Mitos sobre a TCC: para além dos limites da abordagem clássica

Todos os profissionais de Psicologia sabem que há diversas abordagens e formas de entendimento acerca do ser humano. O público geral não costuma ter esta informação o que torna as pessoas perdidas quando este assunto surge ou quando há a necessidade de se buscar uma psicoterapia.
O que poucos sabem (incluindo profissionais da Psicologia) é que dentro da Terapia Cognitivo-Comportamental (que na verdade são TerapiaS Cognitivo-ComportamentaiS) há várias abordagens. Ao longo da minha trajetória na Psicologia tenho ouvido muitas críticas sem fundamento acerca da TCC como abordagem, incluindo:

1. É muito mecanicista.
2. Governa o sujeito.
3. Condiciona as pessoas.
4. Trata somente os sintomas e deixa "o que interessa" de lado.
5. Não leva em conta a emoção, só o racional.
6. É uma mera aplicação de técnicas.
7. É elitista, pois envolve um nível de raciocínio que pessoas mais simples não entendem.
8. Serve somente para dar conta de sintomas e aumentar a produtividade do sujeito, servindo aos interesses do Capital.
9. Coloca as pessoas para realizarem exposições sem elas estarem preparadas.
10. Não leva em conta a subjetividade.
11. É superficial demais.
12. É fascista!

Grande parte da razão do desenvolvimento dessas críticas deve-se ao fato de que muitas pessoas desconhecem a TCC de forma mais ampla. Nas próximas publicações procurarei responderei a algumas delas.
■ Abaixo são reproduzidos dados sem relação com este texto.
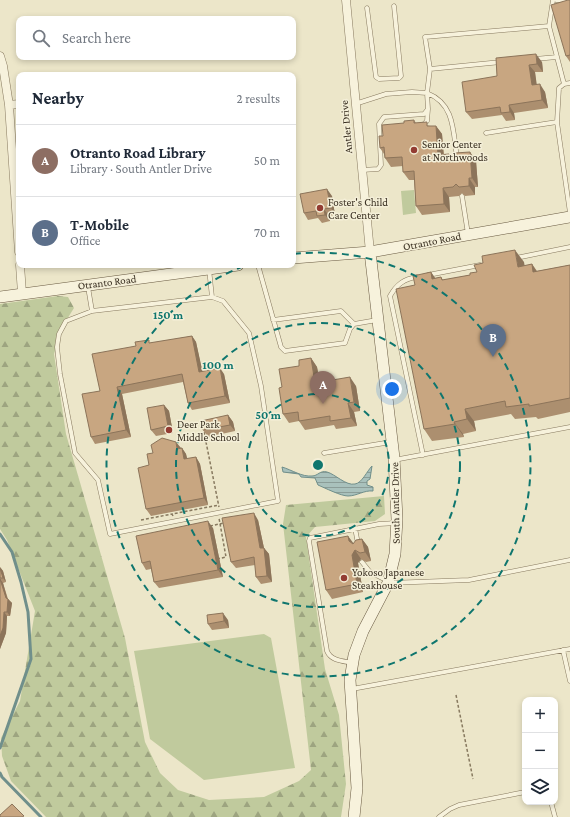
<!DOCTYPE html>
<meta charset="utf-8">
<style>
body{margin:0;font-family:"Crimson Pro",serif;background:#f6f6f7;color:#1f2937}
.controls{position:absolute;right:12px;bottom:12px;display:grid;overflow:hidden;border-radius:8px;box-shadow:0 2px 6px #0003}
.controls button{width:36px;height:36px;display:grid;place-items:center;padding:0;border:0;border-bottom:1px solid #e0e1e3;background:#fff;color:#1f2937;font:20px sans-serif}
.you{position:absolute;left:392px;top:389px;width:14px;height:14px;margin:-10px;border:3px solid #fff;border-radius:50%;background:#1a73e8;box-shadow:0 0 0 6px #1a73e833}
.badge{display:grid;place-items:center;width:26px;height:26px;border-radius:50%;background:#0f766e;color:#fff;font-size:13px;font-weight:700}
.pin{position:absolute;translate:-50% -33px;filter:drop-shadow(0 1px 2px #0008)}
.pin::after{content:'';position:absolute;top:21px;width:14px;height:12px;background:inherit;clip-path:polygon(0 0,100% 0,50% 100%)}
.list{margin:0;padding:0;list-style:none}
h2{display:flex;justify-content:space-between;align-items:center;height:52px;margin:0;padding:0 16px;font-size:17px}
h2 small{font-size:13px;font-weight:400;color:#747a83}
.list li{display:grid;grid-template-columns:26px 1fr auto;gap:12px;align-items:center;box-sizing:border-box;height:72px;padding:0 16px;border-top:1px solid #e0e1e3}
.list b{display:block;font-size:15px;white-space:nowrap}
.list p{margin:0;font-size:13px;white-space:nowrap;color:#747a83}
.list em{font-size:13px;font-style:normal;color:#747a83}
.icon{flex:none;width:22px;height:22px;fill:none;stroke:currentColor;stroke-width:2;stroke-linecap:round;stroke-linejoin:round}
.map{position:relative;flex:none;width:570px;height:817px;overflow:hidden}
.search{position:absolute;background:#fff;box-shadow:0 2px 6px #0003;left:16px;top:16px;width:280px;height:44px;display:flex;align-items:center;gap:10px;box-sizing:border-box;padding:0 14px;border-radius:8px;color:#747a83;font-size:15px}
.panel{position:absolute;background:#fff;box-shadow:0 2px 6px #0003;left:16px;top:72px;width:280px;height:196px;border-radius:8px}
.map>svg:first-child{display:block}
</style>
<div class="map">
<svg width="570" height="817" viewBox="0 0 570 817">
<defs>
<pattern id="forest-firs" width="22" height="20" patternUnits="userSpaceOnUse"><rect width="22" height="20" fill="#c0ca9d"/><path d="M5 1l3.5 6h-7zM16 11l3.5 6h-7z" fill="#9da480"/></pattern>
<pattern id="water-rules" width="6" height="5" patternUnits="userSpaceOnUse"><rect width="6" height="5" fill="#a9c1bc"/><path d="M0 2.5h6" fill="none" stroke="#8b9d98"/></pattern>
</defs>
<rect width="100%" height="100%" fill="#ece6c9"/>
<path fill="url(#forest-firs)" d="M 58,296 L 68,297 L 74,308 L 64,324 L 54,354 L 66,434 L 125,638 L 145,742 L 160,773 L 178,790 L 209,800 L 264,797 L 299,781 L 311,770 L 283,524 L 286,505 L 384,496 L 385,514 L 375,521 L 315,527 L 306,537 L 325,669 L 339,715 L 346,784 L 341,817 L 46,817 L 11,781 L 2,756 L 1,738 L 20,701 L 35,611 L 7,540 L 0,529 L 0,304 Z"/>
<path fill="#c0ca9d" d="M 414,190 L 416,213 L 403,215 L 401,191 Z
M 264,634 L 271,638 L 295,768 L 204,780 L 150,739 L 134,651 Z"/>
<path fill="url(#water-rules)" stroke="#708f8b" d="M 372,466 L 370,479 L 367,481 L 367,485 L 373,487 L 373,491 C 364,490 357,496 348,496 C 341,496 325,488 318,485 L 315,478 L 301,477 L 299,474 L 283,472 L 282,467 C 292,470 302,477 312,476 C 318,476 320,470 327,472 C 335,474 346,486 355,484 C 362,483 367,471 372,466 Z"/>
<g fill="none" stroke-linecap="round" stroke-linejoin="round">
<path stroke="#708f8b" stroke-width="3" d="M 0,534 L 12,552 L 21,582 L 28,612 L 31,659 L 0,748
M 0,773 L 2,777 L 41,817"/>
<defs>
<path id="lane" d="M 556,0 L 570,1
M 367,8 L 376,77 L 379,79 L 399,78 L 401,76 L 394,6
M 549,26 L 553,0
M 535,59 L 557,57
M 501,62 L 430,69 L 425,37 L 549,26 L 564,84
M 570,83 L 564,84 L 559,88 L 557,122 L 570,213
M 355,104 L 386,94 L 412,92 L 427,93 L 430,69
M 423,125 L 427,121 L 428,109
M 486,133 L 557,122
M 362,170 L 378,169 L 381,165 L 379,124 L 384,117 L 424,114 L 428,109 L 427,93 C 455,104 453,131 457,158
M 462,196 L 468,234
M 516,258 L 570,247
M 258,265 L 281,347 L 285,351 L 345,343 L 350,329 L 354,324 L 377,320
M 209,269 L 212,297
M 428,275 L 480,265
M 417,277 C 404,279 397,284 390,296 L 423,455
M 88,287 L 92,311
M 212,297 L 223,301 L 249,333 L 261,386 L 278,501 L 110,534 L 98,480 L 75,453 L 60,374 L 57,347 L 59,334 L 66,321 L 92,311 Z
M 273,320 L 341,311 L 354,324
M 324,453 L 391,442
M 394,460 L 570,427
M 355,528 L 358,544
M 362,562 L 370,572 L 388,581
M 389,583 L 469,580 L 570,560
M 563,650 L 570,681
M 353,663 C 343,661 331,661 327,651 L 309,541 L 310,538 L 379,524 L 397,523
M 352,689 L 570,649
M 551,802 L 555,817
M 439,817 L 450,809 L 459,805 L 525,792"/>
<path id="street" d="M 346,0 L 370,252
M 0,56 L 3,66 L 9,105 L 19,252
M 9,105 L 19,104
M 20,265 L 22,293"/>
<path id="secondary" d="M 293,258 L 370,252 L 570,217
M 0,297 L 238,265
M 354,817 L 357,788 L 350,680 L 354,655 L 363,631 L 388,583 L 395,554 L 397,519 L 394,458 L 370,252"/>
</defs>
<use href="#lane" stroke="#87795f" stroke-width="5"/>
<use href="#street" stroke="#87795f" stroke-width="9"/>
<use href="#secondary" stroke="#695a42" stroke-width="12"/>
<path stroke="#87795f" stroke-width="1.5" stroke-dasharray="3 2" stroke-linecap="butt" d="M 204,432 L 219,507
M 173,516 L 172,514 L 219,505
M 141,520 L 172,514
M 210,526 L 224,523
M 217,559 L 226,557 L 219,518
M 456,695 L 473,779"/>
<use href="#lane" stroke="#f7f2dc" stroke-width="4"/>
<use href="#street" stroke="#f7f2dc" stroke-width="8"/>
<use href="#secondary" stroke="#f7f2dc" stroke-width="11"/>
</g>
<path fill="#ac8f6f" d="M 570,0 L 570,62 L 566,56 Z
M 496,58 L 542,62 L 543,72 L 535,72 L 536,84 L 545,92 L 548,108 L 514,113 L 515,120 L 506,121 L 502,115 L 472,119 L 466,112 L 497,76 Z
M 414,120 L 416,123 L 430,126 L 436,126 L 442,134 L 444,154 L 452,157 L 470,152 L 476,161 L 478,187 L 475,187 L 475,195 L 465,196 L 462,193 L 459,196 L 449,197 L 450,212 L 422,215 L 416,206 L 414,180 L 409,180 L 403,172 L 403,166 L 391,167 L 385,158 L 384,154 L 380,148 L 404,123 Z
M 332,196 L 335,215 L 329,216 L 330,221 L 322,223 L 318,218 L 308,220 L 304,213 Z
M 524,262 L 524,266 L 532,264 L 537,271 L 570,265 L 570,412 L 538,419 L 536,417 L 515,419 L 511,414 L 474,421 L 476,431 L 463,434 L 464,437 L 432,441 L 424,429 L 415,285 L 431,272 L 435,278 L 441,277 L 443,280 L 470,275 Z
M 192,336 L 196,342 L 202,371 L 224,374 L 230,403 L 192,410 L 188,403 L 183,382 L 122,394 L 131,437 L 95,444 L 91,437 L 100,391 L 151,343 Z
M 311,358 L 317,367 L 320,382 L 356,386 L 360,411 L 354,412 L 357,426 L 336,429 L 334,425 L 305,430 L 299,421 L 289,423 L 283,414 L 282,387 L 299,366 Z
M 164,405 L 169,411 L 173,433 L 156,436 L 151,430 Z
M 228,415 L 233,422 L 235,431 L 208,437 L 203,430 Z
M 180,448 L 182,448 L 186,454 L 187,459 L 196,457 L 200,464 L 208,505 L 151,516 L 146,509 L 149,465 Z
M 258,520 L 264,548 L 269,554 L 272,582 L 261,584 L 256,577 L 255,565 L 236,568 L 231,562 Z
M 213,528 L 223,577 L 159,588 L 154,582 L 151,569 L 146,570 L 142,563 Z
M 348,536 L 353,544 L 362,539 L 368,547 L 371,561 L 366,562 L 361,559 L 358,563 L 363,592 L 332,599 L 326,590 Z
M 0,567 L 3,571 L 6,582 L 3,583 L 8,599 L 12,603 L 10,616 L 7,616 L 6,633 L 0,649 Z
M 228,620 L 229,628 L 212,630 L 208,624 Z"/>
<path fill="#8c745a" d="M 536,54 L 542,62 L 543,72 L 537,64 Z
M 529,65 L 535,72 L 538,93 L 532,85 Z
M 540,84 L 545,92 L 548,108 L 542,100 Z
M 509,105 L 514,113 L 515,120 L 510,112 Z
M 436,126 L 442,134 L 444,163 L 438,155 Z
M 470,152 L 476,161 L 478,187 L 472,178 Z
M 469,178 L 475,187 L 475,195 L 469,186 Z
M 443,188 L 449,197 L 450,212 L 444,204 Z
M 327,189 L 332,196 L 335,215 L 331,208 Z
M 324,209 L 329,216 L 330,221 L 325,215 Z
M 515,250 L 524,262 L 527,279 L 518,267 Z
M 532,264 L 540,277 L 533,272 Z
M 431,272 L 439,284 L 432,279 Z
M 192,336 L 196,342 L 204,378 L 199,372 Z
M 311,358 L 317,367 L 321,391 L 315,383 Z
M 220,368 L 224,374 L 230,403 L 225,396 Z
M 350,377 L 356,386 L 360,411 L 354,402 Z
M 117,387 L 122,394 L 131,437 L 126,430 Z
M 348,403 L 354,412 L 357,426 L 351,418 Z
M 164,405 L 169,411 L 173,433 L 168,426 Z
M 465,409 L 474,421 L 476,431 L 467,419 Z
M 228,415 L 233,422 L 235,431 L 230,425 Z
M 454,422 L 463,434 L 464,437 L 455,424 Z
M 176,442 L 181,448 L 177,449 Z
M 182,448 L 186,454 L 189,466 L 184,459 Z
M 196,457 L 200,464 L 208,505 L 204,498 Z
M 254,513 L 258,520 L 265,553 L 264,548 L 269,554 L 272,582 L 267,576 L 260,548 Z
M 208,521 L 213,528 L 223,577 L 218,570 Z
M 348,536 L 354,544 L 349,541 Z
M 362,539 L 368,547 L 371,561 L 365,552 Z
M 355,550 L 361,559 L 358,563 L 363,592 L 357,584 L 352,555 Z
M 0,567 L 3,571 L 6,582 L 3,578 Z
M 0,579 L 3,583 L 8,601 L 8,599 L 12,603 L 10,616 L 7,612 L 6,598 Z
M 4,612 L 7,616 L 6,633 L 0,649 L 0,636 Z
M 223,613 L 228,620 L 229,628 L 224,621 Z"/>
<path fill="#c8a681" stroke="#8c745a" d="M 568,0 L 570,0 L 570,55 L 566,56 L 551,5 Z
M 536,54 L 537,64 L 529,65 L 532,85 L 540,84 L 542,100 L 509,105 L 510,112 L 501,113 L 500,107 L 466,112 L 462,82 L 497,76 L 496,58 Z
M 414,120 L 414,123 L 427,122 L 427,126 L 436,126 L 438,155 L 449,154 L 452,157 L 455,153 L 470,152 L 472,178 L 469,178 L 469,186 L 459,187 L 456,184 L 453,187 L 443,188 L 444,204 L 416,206 L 414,171 L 403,172 L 402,157 L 385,158 L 384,147 L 380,148 L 379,136 L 383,136 L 382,125 L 404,123 L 404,121 Z
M 327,189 L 331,208 L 324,209 L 325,215 L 317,216 L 316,211 L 304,213 L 300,194 Z
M 515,250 L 518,267 L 532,264 L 533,272 L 570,265 L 570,398 L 529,406 L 529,404 L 506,407 L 505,401 L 465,409 L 467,419 L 454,422 L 455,424 L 424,429 L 396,289 L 415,285 L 413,276 L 431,272 L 432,279 L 441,277 L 442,280 L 470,275 L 470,273 L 477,272 L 474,265 L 483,263 L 482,256 Z
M 192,336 L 199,372 L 220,368 L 225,396 L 188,403 L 182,374 L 117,387 L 126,430 L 91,437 L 82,394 L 100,391 L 92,354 L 136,346 L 135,342 L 149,340 L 149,343 Z
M 311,358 L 315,383 L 350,377 L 354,402 L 348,403 L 351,418 L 330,421 L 330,416 L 299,421 L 298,412 L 283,414 L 279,388 L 282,387 L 279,369 L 299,366 L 299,360 Z
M 164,405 L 168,426 L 151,430 L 147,408 Z
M 228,415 L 230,425 L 203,430 L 201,421 Z
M 162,438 L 176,442 L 177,449 L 182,448 L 184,459 L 196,457 L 204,498 L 146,509 L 138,468 L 149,465 L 147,454 L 153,453 L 151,445 Z
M 254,513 L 260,548 L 264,548 L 267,576 L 256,577 L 254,557 L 231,562 L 222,518 Z
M 208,521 L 218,570 L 154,582 L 150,561 L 142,563 L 136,536 Z
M 348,536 L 349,541 L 353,544 L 356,540 L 362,539 L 365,552 L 360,553 L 355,550 L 352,555 L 357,584 L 326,590 L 317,542 Z
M 0,568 L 3,578 L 0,578 Z
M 0,579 L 6,598 L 8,599 L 7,612 L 4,612 L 3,628 L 0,636 Z
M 223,613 L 224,621 L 208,624 L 207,615 Z
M 12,804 L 24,816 L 22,817 L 0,817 L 0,815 Z"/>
<g fill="none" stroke="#0f766e" stroke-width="2" stroke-dasharray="7 5">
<circle cx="318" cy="465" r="71"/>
<circle cx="318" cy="465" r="142"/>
<path d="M294 254A212 212 0 1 1 247 265"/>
</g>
<g fill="#933c32" stroke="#f4efd8" stroke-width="1.5">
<circle cx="414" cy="150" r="4"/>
<circle cx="320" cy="208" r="4"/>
<circle cx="169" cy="430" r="4"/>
<circle cx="344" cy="578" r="4"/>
</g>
<g text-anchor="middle" stroke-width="3" stroke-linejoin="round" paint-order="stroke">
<g font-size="11" fill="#392f21" stroke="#f4efd8">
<text transform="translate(346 127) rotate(-95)" y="4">Antler Drive</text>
<text transform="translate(432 241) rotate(-11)" y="4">Otranto Road</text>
<text transform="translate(107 282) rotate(-7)" y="4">Otranto Road</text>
<text transform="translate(395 503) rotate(-91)" y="4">South Antler Drive</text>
</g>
<g font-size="11" fill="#392f21" stroke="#f4efd8" text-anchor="start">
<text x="422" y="148">Senior Center<tspan x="422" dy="13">at Northwoods</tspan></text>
<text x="328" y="206">Foster's Child<tspan x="328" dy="13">Care Center</tspan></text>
<text x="177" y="428">Deer Park<tspan x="177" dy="13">Middle School</tspan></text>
<text x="352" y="576">Yokoso Japanese<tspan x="352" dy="13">Steakhouse</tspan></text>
</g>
</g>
<circle cx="318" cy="465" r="6" fill="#0f766e" stroke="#f4efd8" stroke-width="2"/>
<g font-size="12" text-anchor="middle" font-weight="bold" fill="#0f766e" stroke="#f4efd8" stroke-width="3" stroke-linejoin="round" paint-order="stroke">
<text x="168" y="319">150 m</text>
<text x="218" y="369">100 m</text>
<text x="268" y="419">50 m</text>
</g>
</svg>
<div class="controls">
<button>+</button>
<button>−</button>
<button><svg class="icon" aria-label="layers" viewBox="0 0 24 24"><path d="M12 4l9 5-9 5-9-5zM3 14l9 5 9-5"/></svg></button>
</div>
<div class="you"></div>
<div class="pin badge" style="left:323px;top:404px;background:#8d6e63">A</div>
<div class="pin badge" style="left:493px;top:357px;background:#5c6f8a">B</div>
<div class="search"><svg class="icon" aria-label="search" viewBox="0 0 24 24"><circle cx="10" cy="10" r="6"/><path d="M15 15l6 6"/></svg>Search here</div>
<section class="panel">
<h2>Nearby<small>2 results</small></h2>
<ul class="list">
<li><span class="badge" style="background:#8d6e63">A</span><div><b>Otranto Road Library</b><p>Library · South Antler Drive</p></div><em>50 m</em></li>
<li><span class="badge" style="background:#5c6f8a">B</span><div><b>T-Mobile</b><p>Office</p></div><em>70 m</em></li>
</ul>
</section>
</div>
1. A TCC é muito mecanicista

Ser mecanicista significa realizar algo de forma mecânica, ou seja, automática, sem envolver muita reflexão. Levando-se em conta o uso de abordagens mais clássicas como a beckiana e a racional-emotiva de Ellis, podemos responder a esta afirmativa de maneira satisfatória.
Beck (1976) publicou um livro intitulado "Cognitive Therapy and the Emotional Disorders" no qual desenvolve alguns aspectos centrais de sua teoria como o modelo cognitivo, as distorções cognitivas e a aplicação do modelo cognitivo à ansiedade, obsessões e neuroses. Muitos desses pontos foram elaborados por ele mesmo e por outros autores ao longo das décadas e até hoje passam por modificações e refinamentos.
A ideia central à qual Beck se referiu em 1976 era a de que há, entre o estímulo e a resposta emocional, algum conteúdo consciente que poderia ser acessado, identificado e modificado e que essa mudança promoveria alteração emocional. Ou seja, mudando a forma como entendemos uma situação, alteramos também a forma como nos sentimos. Parece fácil, mas o trabalho de mudança cognitiva envolve um processo de reflexão intenso no qual a pessoa atendida irá chegar a conclusões diferentes daquelas que costumava ter a respeito de determinado assunto. Dito de outro modo, não é de uma hora para outra que uma pessoa acostumada a pensar de um modo x irá reestruturar seus pensamentos e passar a pensar do modo y. Daí a razão para que os terapeutas que trabalham com essa abordagem invistam em suas formações. Não há receita de como se fazer isso de forma fechada como alguns entendem.


Outro ponto importante desenvolvido por Beck é a questão das crenças que são desenvolvidas pelo indivíduo ao longo de sua trajetória. Crenças são estruturas cognitivas mais enraizadas e difíceis de modificar. Para que ocorra essa mudança, um grande esforço reflexivo deve ser feito, inclusive no sentido de se procurar na história e no dia a dia, evidências que contrariem a crença. Além disso, a ressignificação de aspectos relacionados a ela é fator preponderante para a reestruturação da mesma. Para que isto seja feito, muita reflexão é necessária.
Anos antes da publicação de Beck, Ellis (1962) já havia proposto os princípios da terapia racional emotiva no clássico "Reason and Emotion in Psychotherapy". Neste livro o autor descreve suas 11 crenças irracionais e aponta argumentos que as contestam. O exercício que leva ao desmantelamento dessas afirmações, muitas vezes absolutistas, exige um grande esforço reflexivo, o que também faz cair por terra a asserção de que a TCC é meramente mecanicista.


As abordagens de Ellis e Beck são consideradas precursoras dentro do cenário das terapias cognitivo-comportamentais. A partir delas, muito foi desenvolvido até se chegar em formas de trabalho mais refinadas. Se mesmo abordagens mais antigas podem refutar a afirmação de que a TCC é mecanicista, o que dizer de modelos mais recentes? Em oportunidades futuras isto será discutido.

Referências:

Beck, A.T. (1976). Cognitive Therapy and the Emotional Disorders. New York: Meridian.
Ellis, A. (1962). Reason and Emotion in Psychotherapy. New Jersey: Citadel Press.